French Immersion

Kevin Tierney

BY Robert BellPublished Oct 6, 2011

Even though political party names and platforms are deliberately ambiguous, removing the unseemliness of overt political debate from what is essentially a comedy of warring oppositions finding common ground, the whole French-English battle in the face of the recent loss of party status for the Bloc speaks on its own simplified terms.

Kevin Tierney's directorial debut, French Immersion, posits itself as a quirky comedy of clashing ideologies and awkward juxtapositions by opening in a rural Quebec bingo (or Anglo) hall, wherein denizens win Anglophone visitors to house during a language immersion semester at a local adult learning centre. When not staying with their Quebecois hosts – eating meals of duck liver and maple syrup – the English-Canadians are forced to speak French at all times, lest they be punished with yellow warning cards and a wallop of French sass.

While cutesy love stories between teacher and student add the standard light-hearted element to a comedy that never actually manages to be remotely funny – there are cartoon sound effects and sexually curious senior citizens – the focus is mostly on homosexual Newfie political leader hopeful Bobby Sexton (Gavin Crawford) and his efforts to appeal to Quebec voters via bilingualism.

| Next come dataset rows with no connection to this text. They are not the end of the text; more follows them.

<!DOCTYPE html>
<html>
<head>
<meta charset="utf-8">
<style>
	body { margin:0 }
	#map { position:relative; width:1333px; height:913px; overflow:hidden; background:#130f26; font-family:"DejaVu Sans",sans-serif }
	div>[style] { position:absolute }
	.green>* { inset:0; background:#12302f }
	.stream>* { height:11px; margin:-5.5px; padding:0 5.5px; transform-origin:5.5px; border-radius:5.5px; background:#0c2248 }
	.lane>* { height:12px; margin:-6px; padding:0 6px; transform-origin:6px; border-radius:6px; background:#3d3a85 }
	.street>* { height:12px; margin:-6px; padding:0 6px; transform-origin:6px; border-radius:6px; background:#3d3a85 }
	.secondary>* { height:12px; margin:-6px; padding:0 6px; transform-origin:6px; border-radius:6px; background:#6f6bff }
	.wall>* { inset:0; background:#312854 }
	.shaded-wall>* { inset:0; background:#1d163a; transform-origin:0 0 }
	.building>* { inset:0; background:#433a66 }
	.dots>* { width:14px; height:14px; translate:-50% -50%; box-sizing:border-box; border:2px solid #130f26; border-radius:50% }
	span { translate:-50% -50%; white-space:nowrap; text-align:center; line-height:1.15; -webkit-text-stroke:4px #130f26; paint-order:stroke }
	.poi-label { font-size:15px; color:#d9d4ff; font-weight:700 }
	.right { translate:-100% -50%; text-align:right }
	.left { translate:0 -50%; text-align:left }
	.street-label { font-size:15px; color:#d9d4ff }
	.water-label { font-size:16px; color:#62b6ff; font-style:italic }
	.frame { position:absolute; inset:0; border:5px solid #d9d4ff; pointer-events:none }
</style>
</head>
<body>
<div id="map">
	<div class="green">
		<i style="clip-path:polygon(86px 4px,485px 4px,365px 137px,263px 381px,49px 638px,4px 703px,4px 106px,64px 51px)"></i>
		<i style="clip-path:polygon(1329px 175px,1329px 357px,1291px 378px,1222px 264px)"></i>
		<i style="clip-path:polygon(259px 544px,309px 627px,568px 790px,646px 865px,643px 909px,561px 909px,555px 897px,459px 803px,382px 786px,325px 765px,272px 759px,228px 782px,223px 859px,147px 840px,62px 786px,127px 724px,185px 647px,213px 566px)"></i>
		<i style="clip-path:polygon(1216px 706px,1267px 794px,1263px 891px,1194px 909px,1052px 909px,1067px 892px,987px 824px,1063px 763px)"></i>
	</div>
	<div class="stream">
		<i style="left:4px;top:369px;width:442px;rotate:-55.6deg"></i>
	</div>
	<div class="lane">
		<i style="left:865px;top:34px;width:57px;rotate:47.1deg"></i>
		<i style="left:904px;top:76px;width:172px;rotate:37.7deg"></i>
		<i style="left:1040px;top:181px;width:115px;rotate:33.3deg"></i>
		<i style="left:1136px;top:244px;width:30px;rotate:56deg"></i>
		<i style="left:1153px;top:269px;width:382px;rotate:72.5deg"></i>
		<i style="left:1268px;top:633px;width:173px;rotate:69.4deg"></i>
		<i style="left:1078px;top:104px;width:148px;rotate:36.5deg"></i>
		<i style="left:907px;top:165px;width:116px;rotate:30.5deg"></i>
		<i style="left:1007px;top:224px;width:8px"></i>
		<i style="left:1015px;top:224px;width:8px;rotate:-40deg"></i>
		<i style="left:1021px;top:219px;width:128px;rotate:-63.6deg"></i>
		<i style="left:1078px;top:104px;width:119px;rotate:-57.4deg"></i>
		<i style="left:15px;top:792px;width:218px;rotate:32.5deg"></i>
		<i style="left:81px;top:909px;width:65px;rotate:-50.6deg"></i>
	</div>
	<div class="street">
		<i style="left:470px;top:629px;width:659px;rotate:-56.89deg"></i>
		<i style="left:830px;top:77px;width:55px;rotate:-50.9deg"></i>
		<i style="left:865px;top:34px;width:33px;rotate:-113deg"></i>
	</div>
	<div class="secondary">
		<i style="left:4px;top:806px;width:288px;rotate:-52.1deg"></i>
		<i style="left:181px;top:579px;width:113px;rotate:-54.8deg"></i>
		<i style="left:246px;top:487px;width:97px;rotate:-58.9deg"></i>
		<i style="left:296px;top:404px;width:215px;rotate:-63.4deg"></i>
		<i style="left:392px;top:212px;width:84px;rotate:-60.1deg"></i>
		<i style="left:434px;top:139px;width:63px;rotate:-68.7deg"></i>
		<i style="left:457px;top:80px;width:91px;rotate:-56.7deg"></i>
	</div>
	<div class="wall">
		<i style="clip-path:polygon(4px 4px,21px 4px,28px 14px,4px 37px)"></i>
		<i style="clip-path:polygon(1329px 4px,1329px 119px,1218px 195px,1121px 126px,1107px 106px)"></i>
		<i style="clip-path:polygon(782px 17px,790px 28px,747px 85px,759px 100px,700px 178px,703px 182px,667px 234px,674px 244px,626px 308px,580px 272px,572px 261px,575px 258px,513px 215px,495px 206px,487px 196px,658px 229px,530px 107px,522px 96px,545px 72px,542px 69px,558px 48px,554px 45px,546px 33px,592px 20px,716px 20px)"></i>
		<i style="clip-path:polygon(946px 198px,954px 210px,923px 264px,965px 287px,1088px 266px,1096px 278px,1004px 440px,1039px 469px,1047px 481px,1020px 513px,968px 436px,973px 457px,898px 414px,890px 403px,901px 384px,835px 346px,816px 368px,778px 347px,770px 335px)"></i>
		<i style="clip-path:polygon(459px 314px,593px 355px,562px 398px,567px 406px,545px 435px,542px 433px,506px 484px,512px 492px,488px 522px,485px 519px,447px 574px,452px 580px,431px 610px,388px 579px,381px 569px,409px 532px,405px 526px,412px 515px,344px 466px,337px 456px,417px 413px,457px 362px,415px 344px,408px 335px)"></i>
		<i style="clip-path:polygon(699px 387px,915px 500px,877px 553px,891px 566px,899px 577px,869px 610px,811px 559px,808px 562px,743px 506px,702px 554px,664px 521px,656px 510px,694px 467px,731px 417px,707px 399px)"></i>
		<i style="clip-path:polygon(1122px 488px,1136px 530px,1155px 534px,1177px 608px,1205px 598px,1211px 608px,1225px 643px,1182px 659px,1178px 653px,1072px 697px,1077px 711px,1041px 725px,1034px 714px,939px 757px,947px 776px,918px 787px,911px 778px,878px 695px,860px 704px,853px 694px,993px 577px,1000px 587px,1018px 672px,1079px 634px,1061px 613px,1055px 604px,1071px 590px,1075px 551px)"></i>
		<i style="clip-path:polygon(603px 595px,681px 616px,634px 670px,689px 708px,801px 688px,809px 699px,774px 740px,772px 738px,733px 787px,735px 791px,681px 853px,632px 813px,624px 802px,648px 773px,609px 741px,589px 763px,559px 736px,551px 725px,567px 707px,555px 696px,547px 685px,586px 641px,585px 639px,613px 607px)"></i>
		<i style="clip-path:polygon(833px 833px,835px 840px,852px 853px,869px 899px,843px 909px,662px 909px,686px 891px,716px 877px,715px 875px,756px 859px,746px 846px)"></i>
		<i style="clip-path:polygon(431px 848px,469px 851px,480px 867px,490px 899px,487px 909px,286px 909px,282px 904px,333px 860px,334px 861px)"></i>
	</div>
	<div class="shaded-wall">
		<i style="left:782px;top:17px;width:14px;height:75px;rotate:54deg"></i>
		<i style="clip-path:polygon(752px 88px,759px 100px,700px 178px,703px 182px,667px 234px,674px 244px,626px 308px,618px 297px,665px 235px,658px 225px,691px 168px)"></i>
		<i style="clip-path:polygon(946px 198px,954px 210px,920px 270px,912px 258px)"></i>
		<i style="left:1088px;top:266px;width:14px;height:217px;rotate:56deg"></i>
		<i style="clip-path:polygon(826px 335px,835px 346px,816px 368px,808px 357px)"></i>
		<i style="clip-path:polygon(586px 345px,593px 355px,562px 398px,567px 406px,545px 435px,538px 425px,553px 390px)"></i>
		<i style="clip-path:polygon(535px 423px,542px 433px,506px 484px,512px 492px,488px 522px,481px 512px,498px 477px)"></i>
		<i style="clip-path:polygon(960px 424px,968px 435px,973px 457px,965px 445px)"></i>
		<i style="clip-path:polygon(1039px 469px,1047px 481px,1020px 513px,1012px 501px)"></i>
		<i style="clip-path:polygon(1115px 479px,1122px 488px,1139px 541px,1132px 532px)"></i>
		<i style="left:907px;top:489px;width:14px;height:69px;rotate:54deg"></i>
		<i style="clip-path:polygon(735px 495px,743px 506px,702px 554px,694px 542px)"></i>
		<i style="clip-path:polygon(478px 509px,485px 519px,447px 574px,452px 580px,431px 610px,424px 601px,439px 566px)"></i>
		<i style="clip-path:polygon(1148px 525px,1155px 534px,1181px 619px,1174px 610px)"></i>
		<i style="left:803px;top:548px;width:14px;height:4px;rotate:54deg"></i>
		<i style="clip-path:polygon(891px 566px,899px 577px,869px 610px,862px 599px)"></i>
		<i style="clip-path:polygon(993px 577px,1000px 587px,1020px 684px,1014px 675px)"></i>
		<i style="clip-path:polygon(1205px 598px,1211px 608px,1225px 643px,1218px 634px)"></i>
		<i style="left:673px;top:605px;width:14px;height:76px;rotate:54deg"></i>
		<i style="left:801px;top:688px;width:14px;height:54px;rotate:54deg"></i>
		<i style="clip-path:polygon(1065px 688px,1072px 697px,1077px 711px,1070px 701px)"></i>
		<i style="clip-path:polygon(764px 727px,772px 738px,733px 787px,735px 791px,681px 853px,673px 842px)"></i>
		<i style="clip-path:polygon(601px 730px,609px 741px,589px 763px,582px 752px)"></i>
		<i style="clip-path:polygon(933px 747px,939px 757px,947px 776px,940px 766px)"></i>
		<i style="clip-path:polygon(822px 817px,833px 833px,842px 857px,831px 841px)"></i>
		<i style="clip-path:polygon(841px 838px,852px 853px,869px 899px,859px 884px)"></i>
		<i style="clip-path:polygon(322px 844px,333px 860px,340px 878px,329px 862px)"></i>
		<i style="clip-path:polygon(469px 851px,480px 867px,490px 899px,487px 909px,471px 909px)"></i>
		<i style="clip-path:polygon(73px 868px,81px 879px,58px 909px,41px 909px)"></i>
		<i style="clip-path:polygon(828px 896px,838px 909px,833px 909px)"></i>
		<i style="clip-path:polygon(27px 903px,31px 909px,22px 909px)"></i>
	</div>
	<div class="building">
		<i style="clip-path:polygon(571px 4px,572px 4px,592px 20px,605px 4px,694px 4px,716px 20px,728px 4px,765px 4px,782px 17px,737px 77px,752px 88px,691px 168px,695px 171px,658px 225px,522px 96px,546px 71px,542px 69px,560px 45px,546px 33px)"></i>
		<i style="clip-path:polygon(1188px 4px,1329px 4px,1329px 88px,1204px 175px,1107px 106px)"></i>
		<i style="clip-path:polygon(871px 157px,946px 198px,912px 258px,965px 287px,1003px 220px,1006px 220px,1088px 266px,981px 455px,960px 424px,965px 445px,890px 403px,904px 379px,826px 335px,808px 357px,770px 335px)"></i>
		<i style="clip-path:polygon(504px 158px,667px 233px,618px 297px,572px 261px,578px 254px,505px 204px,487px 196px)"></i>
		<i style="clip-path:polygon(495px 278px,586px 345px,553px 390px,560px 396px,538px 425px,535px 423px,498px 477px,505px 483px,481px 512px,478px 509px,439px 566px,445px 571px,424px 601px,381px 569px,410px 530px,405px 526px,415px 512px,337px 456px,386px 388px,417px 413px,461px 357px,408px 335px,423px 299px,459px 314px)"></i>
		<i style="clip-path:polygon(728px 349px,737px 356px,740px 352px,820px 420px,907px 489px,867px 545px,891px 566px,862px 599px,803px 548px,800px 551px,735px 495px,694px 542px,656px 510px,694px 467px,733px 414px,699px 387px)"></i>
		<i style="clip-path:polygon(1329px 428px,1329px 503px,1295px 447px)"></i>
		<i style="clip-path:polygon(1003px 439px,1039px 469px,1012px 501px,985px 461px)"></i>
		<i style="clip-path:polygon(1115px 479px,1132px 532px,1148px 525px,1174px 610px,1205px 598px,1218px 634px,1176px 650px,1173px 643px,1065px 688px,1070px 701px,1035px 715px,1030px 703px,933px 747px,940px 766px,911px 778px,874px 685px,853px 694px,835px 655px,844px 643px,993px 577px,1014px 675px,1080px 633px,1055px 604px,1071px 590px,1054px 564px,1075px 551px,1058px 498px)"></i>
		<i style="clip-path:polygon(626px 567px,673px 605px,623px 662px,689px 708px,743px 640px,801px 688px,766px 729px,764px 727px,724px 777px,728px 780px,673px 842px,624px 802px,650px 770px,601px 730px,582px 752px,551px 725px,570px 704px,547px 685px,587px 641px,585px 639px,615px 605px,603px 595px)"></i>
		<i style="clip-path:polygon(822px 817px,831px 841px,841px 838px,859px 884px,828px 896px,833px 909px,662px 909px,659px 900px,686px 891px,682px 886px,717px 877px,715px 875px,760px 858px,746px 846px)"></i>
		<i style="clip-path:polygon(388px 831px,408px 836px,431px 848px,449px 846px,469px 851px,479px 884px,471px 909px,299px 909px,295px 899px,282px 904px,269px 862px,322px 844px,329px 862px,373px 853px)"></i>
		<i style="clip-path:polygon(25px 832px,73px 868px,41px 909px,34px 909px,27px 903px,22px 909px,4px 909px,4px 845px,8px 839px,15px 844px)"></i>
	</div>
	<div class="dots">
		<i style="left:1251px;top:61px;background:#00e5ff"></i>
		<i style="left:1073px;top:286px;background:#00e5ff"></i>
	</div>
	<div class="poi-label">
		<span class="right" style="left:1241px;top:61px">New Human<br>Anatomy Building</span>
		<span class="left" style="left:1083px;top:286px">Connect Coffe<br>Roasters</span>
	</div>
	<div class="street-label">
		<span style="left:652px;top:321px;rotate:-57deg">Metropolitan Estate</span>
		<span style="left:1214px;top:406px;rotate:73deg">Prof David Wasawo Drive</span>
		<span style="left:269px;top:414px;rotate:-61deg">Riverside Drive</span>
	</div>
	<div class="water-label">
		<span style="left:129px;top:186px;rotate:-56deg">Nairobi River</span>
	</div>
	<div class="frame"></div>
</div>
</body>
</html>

Since the handling of this surface level subtext is tenuous at best, having limited barbed commentary on national politics, it comes off as little more than annoying filler in a film that never has any concept of tonal consistency. In fact, half of the sequences in French Immersion serve no purpose to the overall story, existing merely as strained attempts at adolescent comedy involving circumcision and cheap strip bars.

If there were something clever about the glib nationalist message about moving forward despite past differences, the tepid, groan-inducing shenanigans would be forgivable. But by the final act of this forgettable exercise in sketch tedium, it's hard to do anything other than roll your eyes at the assertion that all Canadians need to get along is a Molson Export and a good game of street hockey.